-- PROBLEM TO SOLVE --
Go through the data line by line. Copy each one holding the string "SourceGraphic".

-- EXERCISE INPUT --
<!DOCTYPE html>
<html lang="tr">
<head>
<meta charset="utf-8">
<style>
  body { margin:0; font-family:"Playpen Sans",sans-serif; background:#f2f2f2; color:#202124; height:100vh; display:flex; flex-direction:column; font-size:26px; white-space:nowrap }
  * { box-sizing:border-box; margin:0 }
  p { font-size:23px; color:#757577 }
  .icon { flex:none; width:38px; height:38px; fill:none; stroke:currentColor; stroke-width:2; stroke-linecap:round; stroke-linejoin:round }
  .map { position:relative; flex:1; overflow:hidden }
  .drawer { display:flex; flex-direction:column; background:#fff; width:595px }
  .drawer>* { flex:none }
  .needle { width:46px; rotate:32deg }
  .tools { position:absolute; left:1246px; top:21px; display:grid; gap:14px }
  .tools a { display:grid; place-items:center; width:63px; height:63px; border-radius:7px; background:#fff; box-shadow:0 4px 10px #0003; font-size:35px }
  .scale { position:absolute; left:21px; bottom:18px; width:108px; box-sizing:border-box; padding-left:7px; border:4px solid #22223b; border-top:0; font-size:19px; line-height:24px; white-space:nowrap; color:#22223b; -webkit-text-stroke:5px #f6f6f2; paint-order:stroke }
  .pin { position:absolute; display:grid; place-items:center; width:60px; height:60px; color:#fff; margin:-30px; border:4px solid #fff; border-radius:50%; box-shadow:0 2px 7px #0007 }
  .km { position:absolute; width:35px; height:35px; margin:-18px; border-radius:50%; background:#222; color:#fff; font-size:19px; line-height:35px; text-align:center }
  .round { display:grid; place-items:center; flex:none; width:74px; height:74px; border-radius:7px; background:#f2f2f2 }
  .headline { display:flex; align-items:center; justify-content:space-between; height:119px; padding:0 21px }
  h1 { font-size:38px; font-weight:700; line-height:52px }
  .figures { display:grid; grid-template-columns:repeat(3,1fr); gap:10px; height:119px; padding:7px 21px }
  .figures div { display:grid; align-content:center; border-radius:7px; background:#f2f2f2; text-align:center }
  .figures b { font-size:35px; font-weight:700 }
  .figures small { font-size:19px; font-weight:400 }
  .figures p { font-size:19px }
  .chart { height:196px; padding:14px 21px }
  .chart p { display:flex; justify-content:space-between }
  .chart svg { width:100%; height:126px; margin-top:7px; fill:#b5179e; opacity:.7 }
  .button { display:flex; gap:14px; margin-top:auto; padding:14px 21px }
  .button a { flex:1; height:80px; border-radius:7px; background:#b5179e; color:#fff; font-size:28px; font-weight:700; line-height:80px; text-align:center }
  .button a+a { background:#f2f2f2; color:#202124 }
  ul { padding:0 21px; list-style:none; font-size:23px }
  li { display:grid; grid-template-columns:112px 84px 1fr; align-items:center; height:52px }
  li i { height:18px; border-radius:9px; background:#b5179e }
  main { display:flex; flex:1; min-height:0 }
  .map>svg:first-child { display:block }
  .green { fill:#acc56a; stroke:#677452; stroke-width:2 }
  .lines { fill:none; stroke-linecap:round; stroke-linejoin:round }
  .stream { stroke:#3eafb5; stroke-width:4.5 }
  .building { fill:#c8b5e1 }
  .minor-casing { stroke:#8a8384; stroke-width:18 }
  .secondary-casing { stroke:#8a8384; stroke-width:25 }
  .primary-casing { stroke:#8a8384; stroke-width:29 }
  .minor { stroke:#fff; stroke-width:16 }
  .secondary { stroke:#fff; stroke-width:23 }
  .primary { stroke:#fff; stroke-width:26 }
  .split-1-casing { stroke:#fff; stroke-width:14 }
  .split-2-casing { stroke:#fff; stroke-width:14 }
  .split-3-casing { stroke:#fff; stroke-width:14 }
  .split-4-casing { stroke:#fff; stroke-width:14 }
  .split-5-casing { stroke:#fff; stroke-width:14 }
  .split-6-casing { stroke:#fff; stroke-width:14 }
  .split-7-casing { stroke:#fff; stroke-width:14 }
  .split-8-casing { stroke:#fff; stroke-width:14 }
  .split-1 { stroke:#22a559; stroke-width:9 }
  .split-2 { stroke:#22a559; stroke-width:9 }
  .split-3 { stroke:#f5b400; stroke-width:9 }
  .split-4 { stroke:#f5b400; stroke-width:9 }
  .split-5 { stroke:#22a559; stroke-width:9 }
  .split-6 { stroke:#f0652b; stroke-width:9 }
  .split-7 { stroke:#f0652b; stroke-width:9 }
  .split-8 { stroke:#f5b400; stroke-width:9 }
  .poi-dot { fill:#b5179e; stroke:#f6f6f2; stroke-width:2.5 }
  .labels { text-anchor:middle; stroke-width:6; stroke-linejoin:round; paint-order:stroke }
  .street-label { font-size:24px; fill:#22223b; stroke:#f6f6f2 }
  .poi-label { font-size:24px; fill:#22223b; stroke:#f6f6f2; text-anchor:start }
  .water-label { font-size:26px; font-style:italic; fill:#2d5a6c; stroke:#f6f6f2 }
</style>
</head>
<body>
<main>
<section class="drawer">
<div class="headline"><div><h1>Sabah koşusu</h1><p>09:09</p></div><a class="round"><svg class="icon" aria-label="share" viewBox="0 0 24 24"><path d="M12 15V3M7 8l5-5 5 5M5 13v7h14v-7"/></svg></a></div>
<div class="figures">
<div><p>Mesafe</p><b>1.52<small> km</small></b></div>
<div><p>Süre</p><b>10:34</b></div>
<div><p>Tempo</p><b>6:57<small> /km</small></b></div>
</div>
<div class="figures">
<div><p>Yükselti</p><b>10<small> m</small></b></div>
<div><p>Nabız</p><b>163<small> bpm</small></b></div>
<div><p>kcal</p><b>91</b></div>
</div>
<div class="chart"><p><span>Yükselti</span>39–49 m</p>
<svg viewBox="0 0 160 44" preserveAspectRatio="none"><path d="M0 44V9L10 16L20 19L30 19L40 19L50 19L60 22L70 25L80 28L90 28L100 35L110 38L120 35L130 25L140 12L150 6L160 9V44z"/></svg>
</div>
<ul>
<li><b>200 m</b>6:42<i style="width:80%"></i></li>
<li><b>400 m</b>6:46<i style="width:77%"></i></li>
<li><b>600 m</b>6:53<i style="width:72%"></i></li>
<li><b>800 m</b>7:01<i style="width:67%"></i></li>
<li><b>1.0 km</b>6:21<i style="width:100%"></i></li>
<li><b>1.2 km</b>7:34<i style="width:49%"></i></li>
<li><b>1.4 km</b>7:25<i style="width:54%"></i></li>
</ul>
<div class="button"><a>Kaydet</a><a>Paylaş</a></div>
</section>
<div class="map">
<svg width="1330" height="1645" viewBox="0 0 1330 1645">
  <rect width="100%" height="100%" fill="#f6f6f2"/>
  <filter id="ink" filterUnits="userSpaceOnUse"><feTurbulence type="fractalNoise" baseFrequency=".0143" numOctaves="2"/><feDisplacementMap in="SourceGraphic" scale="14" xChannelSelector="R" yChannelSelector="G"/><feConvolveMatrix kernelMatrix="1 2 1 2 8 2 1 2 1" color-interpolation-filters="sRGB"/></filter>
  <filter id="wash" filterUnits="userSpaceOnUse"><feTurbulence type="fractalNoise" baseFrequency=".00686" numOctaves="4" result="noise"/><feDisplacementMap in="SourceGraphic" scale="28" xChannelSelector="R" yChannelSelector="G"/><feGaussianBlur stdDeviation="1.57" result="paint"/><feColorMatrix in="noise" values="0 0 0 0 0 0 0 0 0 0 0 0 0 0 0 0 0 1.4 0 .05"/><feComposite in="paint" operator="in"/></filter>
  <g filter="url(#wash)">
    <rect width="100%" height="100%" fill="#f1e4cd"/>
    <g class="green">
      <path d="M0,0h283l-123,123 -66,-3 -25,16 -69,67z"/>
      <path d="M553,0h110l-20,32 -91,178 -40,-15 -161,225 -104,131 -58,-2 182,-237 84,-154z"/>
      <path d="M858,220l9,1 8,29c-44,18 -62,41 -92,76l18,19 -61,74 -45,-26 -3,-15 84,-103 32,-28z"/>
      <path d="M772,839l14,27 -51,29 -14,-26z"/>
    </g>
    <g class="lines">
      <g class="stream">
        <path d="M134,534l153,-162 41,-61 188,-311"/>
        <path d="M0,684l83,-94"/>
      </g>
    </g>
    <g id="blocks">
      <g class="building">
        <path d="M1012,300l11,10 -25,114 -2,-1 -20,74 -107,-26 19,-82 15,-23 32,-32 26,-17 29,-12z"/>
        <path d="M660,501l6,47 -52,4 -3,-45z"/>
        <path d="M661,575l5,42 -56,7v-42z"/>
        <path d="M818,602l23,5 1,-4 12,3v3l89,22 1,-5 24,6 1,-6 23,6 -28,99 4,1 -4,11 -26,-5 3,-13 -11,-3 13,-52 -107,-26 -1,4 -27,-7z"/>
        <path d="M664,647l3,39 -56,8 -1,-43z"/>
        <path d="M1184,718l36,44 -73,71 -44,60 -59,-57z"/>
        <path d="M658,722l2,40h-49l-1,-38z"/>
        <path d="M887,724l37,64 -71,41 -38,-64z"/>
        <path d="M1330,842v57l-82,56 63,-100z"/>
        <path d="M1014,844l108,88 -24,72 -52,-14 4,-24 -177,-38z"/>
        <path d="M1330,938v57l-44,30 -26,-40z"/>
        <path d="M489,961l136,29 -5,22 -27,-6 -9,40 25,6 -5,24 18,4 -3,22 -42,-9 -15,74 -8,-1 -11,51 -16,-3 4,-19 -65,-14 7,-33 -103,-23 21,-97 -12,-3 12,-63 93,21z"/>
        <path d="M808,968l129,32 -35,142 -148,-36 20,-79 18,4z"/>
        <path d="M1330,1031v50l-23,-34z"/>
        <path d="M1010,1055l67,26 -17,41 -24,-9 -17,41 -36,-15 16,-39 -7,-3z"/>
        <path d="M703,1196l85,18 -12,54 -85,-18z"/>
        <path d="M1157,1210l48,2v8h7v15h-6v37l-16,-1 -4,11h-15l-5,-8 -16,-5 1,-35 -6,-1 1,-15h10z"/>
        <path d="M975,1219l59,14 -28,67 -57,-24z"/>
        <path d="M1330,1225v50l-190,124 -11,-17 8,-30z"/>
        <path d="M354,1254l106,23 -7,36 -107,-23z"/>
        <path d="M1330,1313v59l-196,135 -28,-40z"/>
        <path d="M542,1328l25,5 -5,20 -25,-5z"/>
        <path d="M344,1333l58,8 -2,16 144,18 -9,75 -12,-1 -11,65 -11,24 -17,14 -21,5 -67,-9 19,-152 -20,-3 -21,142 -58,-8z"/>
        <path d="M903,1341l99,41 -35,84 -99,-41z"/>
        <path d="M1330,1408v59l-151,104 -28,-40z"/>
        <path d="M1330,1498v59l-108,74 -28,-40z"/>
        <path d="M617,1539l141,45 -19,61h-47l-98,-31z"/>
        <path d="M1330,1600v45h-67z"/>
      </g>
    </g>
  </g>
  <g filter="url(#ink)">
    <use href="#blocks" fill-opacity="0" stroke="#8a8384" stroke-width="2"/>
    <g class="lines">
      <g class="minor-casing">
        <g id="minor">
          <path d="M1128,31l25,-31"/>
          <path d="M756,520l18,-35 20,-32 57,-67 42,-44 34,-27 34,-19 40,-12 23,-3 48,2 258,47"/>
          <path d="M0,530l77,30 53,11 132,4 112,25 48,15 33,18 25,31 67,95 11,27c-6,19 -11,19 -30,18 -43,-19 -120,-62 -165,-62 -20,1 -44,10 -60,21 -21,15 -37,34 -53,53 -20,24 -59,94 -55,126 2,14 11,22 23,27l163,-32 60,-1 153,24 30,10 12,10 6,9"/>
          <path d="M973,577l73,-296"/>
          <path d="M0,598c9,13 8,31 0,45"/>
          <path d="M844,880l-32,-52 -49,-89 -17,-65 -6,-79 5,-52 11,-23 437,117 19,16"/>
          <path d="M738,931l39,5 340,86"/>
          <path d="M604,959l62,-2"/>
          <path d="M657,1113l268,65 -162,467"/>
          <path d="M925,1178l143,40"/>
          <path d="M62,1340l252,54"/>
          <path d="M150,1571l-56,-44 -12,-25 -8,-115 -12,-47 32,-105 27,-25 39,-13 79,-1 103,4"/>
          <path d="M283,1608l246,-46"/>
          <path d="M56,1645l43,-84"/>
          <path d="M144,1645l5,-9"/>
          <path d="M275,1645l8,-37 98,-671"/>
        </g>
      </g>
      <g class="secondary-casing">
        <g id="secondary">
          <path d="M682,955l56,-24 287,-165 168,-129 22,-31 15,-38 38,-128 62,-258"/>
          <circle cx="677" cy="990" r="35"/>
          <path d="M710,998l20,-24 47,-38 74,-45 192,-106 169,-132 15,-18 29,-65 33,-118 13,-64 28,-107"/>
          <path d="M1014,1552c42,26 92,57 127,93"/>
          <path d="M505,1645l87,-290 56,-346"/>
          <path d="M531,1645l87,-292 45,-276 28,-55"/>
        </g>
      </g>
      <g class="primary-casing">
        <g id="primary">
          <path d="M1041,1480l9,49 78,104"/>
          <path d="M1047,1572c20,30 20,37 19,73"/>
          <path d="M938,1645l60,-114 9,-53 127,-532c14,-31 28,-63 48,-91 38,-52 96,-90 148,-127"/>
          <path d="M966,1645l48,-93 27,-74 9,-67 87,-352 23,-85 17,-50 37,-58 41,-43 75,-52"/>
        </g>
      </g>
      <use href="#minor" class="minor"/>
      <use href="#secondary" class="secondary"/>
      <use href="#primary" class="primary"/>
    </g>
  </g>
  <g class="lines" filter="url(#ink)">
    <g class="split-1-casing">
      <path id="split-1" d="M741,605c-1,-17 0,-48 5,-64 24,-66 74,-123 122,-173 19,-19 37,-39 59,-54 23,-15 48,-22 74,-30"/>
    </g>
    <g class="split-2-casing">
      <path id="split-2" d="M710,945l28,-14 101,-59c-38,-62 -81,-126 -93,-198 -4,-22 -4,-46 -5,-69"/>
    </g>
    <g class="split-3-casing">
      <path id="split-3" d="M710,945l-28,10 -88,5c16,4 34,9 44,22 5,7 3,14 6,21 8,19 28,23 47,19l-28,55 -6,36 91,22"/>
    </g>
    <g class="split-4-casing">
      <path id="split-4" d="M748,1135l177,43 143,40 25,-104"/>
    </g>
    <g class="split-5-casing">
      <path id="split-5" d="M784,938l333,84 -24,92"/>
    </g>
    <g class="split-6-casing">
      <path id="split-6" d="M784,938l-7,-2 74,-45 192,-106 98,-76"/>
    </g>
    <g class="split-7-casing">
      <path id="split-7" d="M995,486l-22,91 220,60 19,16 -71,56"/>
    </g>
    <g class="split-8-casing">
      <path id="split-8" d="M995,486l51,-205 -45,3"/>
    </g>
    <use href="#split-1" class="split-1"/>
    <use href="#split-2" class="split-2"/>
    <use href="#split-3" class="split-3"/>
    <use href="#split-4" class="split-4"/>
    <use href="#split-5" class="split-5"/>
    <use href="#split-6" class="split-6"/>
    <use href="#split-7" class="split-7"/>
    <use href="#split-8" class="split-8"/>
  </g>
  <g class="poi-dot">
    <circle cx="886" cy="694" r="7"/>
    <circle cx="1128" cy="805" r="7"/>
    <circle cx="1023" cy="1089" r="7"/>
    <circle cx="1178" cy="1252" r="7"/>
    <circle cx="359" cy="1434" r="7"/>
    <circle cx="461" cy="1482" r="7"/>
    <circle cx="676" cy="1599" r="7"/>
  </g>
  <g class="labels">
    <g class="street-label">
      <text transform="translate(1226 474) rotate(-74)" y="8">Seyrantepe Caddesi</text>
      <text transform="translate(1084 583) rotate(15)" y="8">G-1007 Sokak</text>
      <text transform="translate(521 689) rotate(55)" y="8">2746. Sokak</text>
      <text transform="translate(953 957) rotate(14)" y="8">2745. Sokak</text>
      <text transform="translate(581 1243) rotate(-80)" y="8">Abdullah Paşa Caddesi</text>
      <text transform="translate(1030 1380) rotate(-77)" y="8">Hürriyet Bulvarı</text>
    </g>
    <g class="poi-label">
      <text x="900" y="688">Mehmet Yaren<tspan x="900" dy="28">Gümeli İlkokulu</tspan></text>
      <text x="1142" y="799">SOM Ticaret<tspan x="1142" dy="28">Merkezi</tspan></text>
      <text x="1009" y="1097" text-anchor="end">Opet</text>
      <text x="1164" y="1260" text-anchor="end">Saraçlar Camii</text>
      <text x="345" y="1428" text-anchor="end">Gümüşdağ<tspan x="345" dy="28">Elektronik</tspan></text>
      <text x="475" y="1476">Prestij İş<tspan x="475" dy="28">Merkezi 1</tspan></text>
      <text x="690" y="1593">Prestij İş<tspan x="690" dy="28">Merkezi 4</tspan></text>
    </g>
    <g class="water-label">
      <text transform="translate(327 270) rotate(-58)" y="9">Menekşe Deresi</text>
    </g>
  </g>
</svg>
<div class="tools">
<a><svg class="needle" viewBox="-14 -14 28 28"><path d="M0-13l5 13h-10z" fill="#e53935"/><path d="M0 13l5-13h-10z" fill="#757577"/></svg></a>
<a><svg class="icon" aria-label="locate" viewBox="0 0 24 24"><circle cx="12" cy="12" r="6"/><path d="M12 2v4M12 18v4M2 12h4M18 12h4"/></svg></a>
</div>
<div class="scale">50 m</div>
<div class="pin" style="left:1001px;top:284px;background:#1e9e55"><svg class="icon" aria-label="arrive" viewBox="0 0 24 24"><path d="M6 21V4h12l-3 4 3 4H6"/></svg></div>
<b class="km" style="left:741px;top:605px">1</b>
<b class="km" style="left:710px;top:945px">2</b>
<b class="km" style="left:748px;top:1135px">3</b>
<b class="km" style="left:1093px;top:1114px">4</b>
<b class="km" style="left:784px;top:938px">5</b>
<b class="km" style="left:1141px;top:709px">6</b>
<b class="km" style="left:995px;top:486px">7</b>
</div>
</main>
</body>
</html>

-- ANSWER FOR THE TASK --
  <filter id="ink" filterUnits="userSpaceOnUse"><feTurbulence type="fractalNoise" baseFrequency=".0143" numOctaves="2"/><feDisplacementMap in="SourceGraphic" scale="14" xChannelSelector="R" yChannelSelector="G"/><feConvolveMatrix kernelMatrix="1 2 1 2 8 2 1 2 1" color-interpolation-filters="sRGB"/></filter>
  <filter id="wash" filterUnits="userSpaceOnUse"><feTurbulence type="fractalNoise" baseFrequency=".00686" numOctaves="4" result="noise"/><feDisplacementMap in="SourceGraphic" scale="28" xChannelSelector="R" yChannelSelector="G"/><feGaussianBlur stdDeviation="1.57" result="paint"/><feColorMatrix in="noise" values="0 0 0 0 0 0 0 0 0 0 0 0 0 0 0 0 0 1.4 0 .05"/><feComposite in="paint" operator="in"/></filter>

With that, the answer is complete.